The keymap stores the mapping between key strokes—or events—and commands. Emacs uses lists for its representation of keymaps. Emacsy instead uses a class that stores entries in a hash table. Another difference for Emacsy is that it does not convert S-C-a to a different representation like [33554433]; it leaves it as a string that is expected to be turned into a canonical representation “C-A”.
Here is an example of the keymap representation in Emacs.
> (let ((k (make-sparse-keymap))) (define-key k "a" 'self-insert-command) (define-key k "<mouse-1>" 'mouse-drag-region) (define-key k "C-x C-f" 'find-file-at-point) k) (keymap (24 keymap (6 . find-file-at-point)) (mouse-1 . mouse-drag-region) (97 . self-insert-command))

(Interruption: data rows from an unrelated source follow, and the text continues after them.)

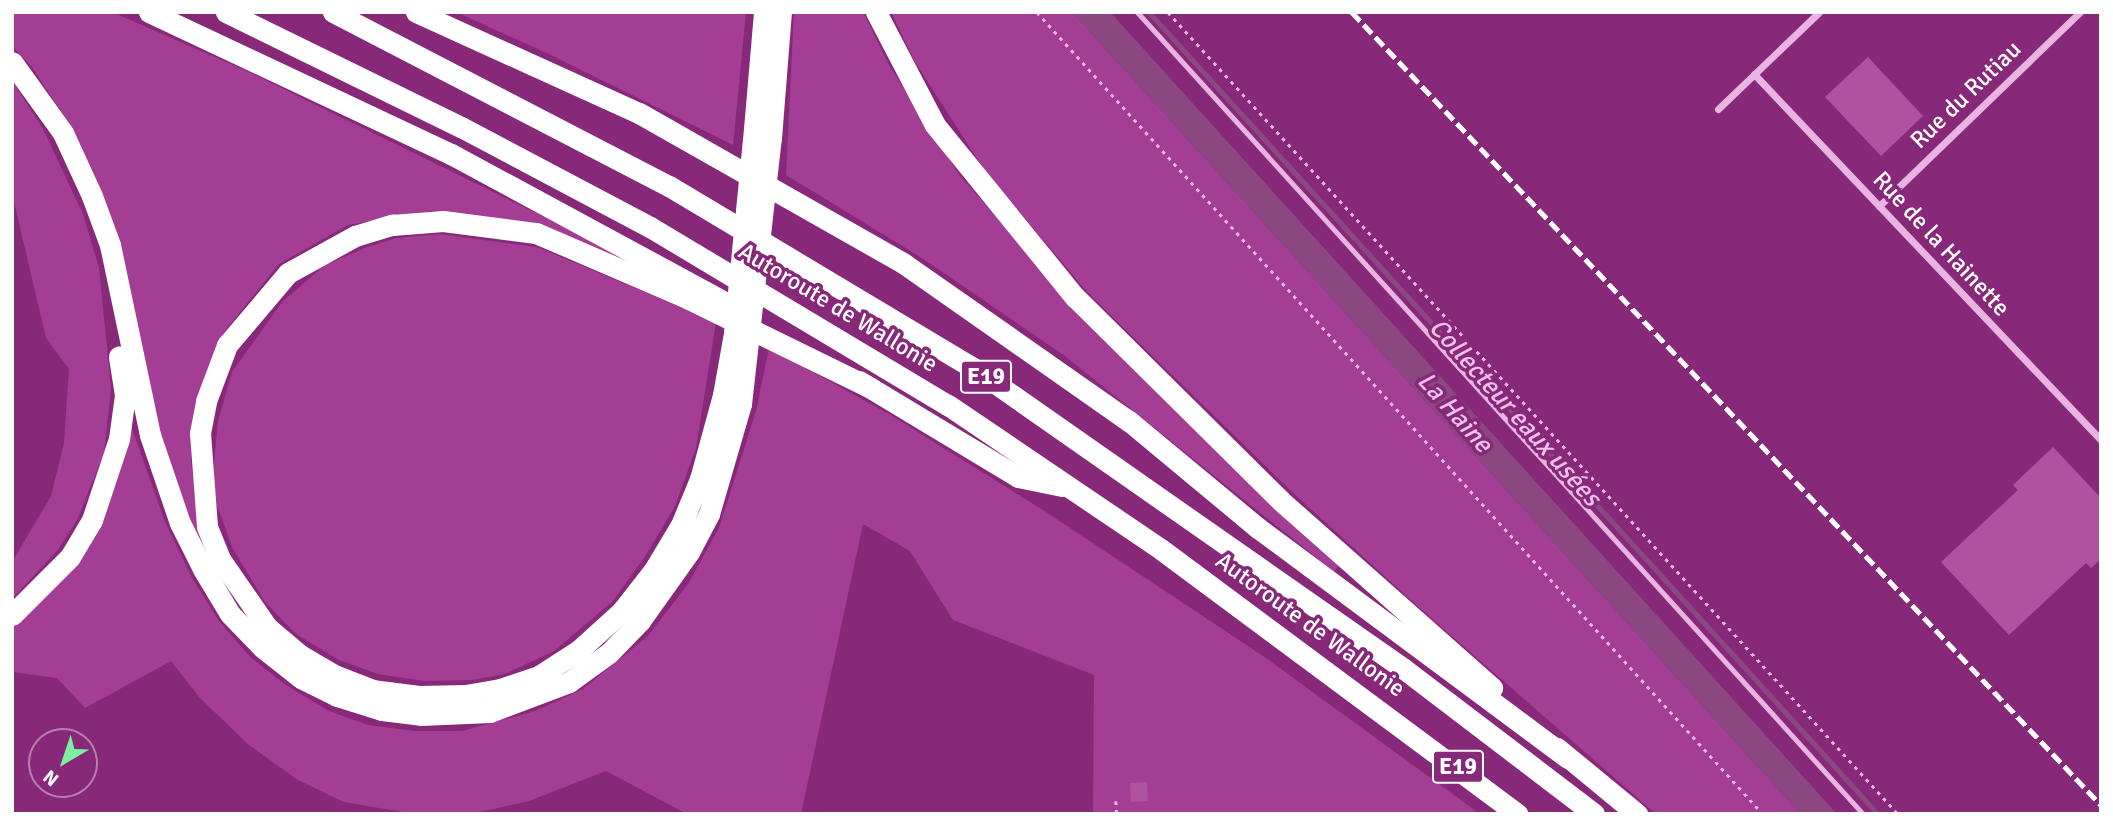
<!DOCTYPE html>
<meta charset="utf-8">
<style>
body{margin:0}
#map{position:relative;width:2113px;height:826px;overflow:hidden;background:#872978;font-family:Signika,sans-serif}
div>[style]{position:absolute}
.green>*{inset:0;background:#a43e94}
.water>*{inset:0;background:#8b4880}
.stream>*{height:4.5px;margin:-2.25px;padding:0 2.25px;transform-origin:2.25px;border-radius:2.25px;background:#8b4880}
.building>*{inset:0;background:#af52a0}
.path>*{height:2.5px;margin-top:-1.25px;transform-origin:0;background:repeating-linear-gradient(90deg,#e8b5e0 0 3.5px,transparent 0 8.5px)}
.lane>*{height:5px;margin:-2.5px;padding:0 2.5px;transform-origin:2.5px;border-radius:2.5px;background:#e8b5e0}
.street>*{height:7px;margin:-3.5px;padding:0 3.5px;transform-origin:3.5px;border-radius:3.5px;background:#e8b5e0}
.highway>*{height:21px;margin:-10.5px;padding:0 10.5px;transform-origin:10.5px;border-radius:10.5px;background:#fff}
.rail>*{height:4.5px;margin-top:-2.25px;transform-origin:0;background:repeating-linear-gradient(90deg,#fff 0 12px,transparent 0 17px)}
.highway-bridge>*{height:21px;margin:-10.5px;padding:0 10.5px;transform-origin:10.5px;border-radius:10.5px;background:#fff}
span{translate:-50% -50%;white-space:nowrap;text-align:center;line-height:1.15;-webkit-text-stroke:7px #872978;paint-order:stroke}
.shield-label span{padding:2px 5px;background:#872978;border:2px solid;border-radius:5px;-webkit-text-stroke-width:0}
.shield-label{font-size:23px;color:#fff;font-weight:700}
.street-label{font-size:24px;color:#fff}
.water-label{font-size:26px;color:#efc1e9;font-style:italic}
.frame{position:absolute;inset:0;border:14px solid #fff;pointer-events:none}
.north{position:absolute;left:28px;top:728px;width:70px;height:70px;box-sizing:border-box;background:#872978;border:2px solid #b77fae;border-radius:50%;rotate:219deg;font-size:19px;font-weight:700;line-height:28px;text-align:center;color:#fff}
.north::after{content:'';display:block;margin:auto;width:24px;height:32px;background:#7cefa0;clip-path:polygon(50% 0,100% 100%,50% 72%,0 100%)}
</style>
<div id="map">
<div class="green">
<i style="clip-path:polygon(12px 12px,112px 12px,249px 72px,670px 279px,529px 224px,431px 211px,348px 225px,279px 264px,224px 332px,194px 420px,191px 462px,197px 510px,231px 597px,193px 537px,152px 413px,94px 178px,63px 115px,32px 67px,12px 46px)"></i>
<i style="clip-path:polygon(456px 12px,746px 12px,733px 145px,551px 55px)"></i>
<i style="clip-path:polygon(794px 12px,863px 12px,890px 67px,960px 176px,1129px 365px,1339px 565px,1334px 572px,1065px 356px,922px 258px,786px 175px)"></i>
<i style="clip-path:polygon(891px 12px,1072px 12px,1801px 814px,1656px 814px,1415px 604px,1291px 491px,1088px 293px,985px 171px,915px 62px)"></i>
<i style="clip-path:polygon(12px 80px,43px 129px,83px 214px,99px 268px,111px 389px,104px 453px,77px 520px,57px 551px,12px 599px,12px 562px,51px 496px,64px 443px,69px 369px,46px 338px,12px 193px)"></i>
<i style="clip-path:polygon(439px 234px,537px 247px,716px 322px,696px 448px,675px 506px,646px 555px,613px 601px,554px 651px,505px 674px,472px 680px,424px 681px,378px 674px,339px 660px,296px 634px,265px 602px,233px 549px,217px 505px,213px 476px,218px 421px,232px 372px,283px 301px,325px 265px,367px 247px,397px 238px)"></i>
<i style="clip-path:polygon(769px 348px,889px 414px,1046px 512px,1263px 656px,1480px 814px,1093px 814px,1094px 675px,953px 620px,910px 551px,863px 524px,801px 814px,687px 814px,606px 771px,529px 801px,471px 814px,402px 812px,344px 802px,298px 780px,249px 745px,200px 698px,171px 661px,85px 708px,57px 678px,12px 672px,12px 624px,107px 506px,120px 471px,129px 420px,165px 522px,192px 578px,219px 621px,251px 658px,286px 685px,329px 711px,368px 725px,414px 731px,462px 731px,535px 711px,583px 689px,648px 636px,688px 584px,719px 528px,756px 411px)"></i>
</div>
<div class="water">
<i style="clip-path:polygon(1072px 12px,1110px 12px,1837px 814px,1801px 814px)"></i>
</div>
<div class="stream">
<i style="left:1149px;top:12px;width:1084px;rotate:47.73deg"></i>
</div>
<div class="building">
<i style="clip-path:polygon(1868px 57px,1923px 116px,1881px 156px,1825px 97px)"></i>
<i style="clip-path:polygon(2053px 447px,2101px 498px,2101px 559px,2091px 568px,2086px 563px,2009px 635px,1941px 562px,2018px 490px,2013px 485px)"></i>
<i style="clip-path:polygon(1147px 782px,1148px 801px,1131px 802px,1130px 783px)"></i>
</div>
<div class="path">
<i style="left:1037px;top:12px;width:1082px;rotate:47.85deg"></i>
<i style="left:1168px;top:12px;width:1084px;rotate:47.69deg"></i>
<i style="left:1116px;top:801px;width:13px;rotate:86deg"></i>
</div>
<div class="lane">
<i style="left:1137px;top:12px;width:1082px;rotate:47.85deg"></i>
</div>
<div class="street">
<i style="left:1754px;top:74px;width:504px;rotate:46.53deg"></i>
<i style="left:1718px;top:109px;width:140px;rotate:-43.8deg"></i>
<i style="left:1879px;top:206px;width:279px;rotate:-44deg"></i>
</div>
<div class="highway">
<i style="left:149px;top:12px;width:334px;rotate:25.2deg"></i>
<i style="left:451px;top:154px;width:313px;rotate:28.4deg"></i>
<i style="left:226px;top:12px;width:262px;rotate:26.1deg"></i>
<i style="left:461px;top:127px;width:214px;rotate:27.9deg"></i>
<i style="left:650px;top:227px;width:347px;rotate:30.9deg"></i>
<i style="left:948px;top:405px;width:258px;rotate:34.1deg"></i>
<i style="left:1162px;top:550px;width:443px;rotate:36.6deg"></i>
<i style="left:333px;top:12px;width:378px;rotate:27.4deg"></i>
<i style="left:669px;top:186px;width:353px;rotate:30.9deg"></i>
<i style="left:972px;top:367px;width:527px;rotate:34.96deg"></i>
<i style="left:1404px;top:669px;width:239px;rotate:37.3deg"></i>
<i style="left:416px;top:12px;width:245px;rotate:24.4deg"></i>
<i style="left:639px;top:113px;width:304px;rotate:29.6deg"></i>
<i style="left:903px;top:263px;width:276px;rotate:35deg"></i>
<i style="left:1129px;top:421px;width:168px;rotate:39.7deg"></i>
<i style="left:1258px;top:528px;width:386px;rotate:36.6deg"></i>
<i style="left:876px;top:12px;width:127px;rotate:62.4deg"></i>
<i style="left:935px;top:125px;width:222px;rotate:50.9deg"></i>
<i style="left:1075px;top:297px;width:290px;rotate:44.7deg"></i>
<i style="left:1281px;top:501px;width:282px;rotate:41.5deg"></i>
<i style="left:12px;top:62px;width:87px;rotate:54.3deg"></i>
<i style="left:63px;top:133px;width:69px;rotate:65.3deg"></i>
<i style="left:92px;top:196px;width:52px;rotate:69.8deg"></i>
<i style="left:110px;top:245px;width:194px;rotate:78.1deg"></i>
<i style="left:150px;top:435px;width:93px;rotate:71.2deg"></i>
<i style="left:180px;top:523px;width:51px;rotate:63.4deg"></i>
<i style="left:203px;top:569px;width:52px;rotate:59deg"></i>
<i style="left:230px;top:614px;width:47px;rotate:45.9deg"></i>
<i style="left:263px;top:648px;width:48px;rotate:38.3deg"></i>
<i style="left:301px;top:678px;width:40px;rotate:26.6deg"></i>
<i style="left:337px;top:696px;width:47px;rotate:17.3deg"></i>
<i style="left:382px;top:710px;width:39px;rotate:7deg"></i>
<i style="left:421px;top:715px;width:69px;rotate:-2.5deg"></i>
<i style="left:490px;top:712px;width:85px;rotate:-20.8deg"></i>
<i style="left:569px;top:682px;width:49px;rotate:-35.9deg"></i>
<i style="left:609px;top:653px;width:45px;rotate:-45.9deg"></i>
<i style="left:640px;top:621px;width:85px;rotate:-54.6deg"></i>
<i style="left:689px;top:552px;width:43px;rotate:-62.2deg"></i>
<i style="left:709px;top:514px;width:115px;rotate:-73.8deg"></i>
<i style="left:754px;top:129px;width:117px;rotate:-85.1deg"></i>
<i style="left:771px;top:138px;width:126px;rotate:-85.5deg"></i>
<i style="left:859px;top:381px;width:186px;rotate:31.1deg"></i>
<i style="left:1018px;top:477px;width:45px;rotate:11.6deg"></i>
<i style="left:723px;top:395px;width:87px;rotate:105.3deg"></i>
<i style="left:700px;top:479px;width:50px;rotate:112.4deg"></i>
<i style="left:681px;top:525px;width:52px;rotate:121deg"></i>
<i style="left:654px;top:570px;width:52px;rotate:128deg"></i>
<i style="left:622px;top:611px;width:58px;rotate:137.8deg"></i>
<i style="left:579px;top:650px;width:48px;rotate:147deg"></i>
<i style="left:539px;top:676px;width:41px;rotate:161.6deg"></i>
<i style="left:500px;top:689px;width:35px;rotate:170deg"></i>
<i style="left:466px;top:695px;width:47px;rotate:178.8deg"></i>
<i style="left:419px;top:696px;width:46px;rotate:-172.6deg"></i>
<i style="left:373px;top:690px;width:40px;rotate:-159deg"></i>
<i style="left:336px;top:676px;width:42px;rotate:-149.7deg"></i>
<i style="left:300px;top:655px;width:43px;rotate:-139.7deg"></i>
<i style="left:267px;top:627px;width:83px;rotate:-124.7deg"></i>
<i style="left:220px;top:559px;width:35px;rotate:-112deg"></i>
<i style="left:207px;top:526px;width:93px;rotate:-94.3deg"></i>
<i style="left:200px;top:433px;width:33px;rotate:-79deg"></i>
<i style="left:206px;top:401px;width:60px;rotate:-69.4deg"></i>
<i style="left:227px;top:345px;width:94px;rotate:-49.7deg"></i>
<i style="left:288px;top:273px;width:77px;rotate:-28.9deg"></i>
<i style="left:355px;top:236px;width:39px;rotate:-17deg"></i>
<i style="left:392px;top:225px;width:51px;rotate:-4.5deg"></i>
<i style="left:443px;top:221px;width:94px;rotate:7.4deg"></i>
<i style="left:536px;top:233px;width:164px;rotate:23.3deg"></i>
<i style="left:687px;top:298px;width:205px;rotate:26.1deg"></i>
<i style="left:12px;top:615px;width:82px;rotate:-45deg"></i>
<i style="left:70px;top:557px;width:43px;rotate:-59.3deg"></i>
<i style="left:92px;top:520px;width:85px;rotate:-71.6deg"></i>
<i style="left:119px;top:439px;width:44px;rotate:-82.2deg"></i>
<i style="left:125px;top:395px;width:39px;rotate:-99deg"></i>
<i style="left:1557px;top:748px;width:104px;rotate:39.5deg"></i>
</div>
<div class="rail">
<i style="left:1352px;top:12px;width:1091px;rotate:46.63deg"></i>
</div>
<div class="highway-bridge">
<i style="left:723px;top:395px;width:63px;rotate:-79.9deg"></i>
<i style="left:734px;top:333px;width:205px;rotate:-84.4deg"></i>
<i style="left:741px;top:404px;width:268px;rotate:-83.6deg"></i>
</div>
<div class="shield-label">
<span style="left:986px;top:377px">E19</span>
<span style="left:1458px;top:767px">E19</span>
</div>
<div class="street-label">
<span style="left:1966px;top:95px;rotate:-44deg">Rue du Rutiau</span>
<span style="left:1941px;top:244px;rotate:47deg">Rue de la Hainette</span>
<span style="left:838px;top:308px;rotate:31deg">Autoroute de Wallonie</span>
<span style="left:1310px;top:625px;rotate:36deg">Autoroute de Wallonie</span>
</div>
<div class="water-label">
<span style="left:1454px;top:413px;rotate:48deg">La Haine</span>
<span style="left:1514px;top:413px;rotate:48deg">Collecteur eaux usées</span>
</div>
<div class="frame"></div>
<div class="north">N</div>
</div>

When I initially implemented Emacsy, I replicated Emacs’ keymap representation, but I realized it wasn’t necessary. And it seems preferrable to make the representation more transparent to casual inspection. Also, Emacsy isn’t directly responsible for the conversion of keyboard events into [[key-event]]s—that’s a lower level detail that the embedding application must handle. Here is the same keymap as above but in Emacsy.
> (let ((k (make-keymap))) (define-key k "a" 'self-insert-command) (define-key k "mouse-1" 'mouse-drag-region) (define-key k "C-x C-f" 'find-file-at-point) k) #<keymap a self-insert-command C-x #<keymap C-f find-file-at-point> mouse-1 mouse-drag-region>
There are a few differences in how the keymap is produced, and the representation looks slightly different too. For one thing it’s not a list.
Our keymap class has a hashtable of entries and possibly a parent keymap.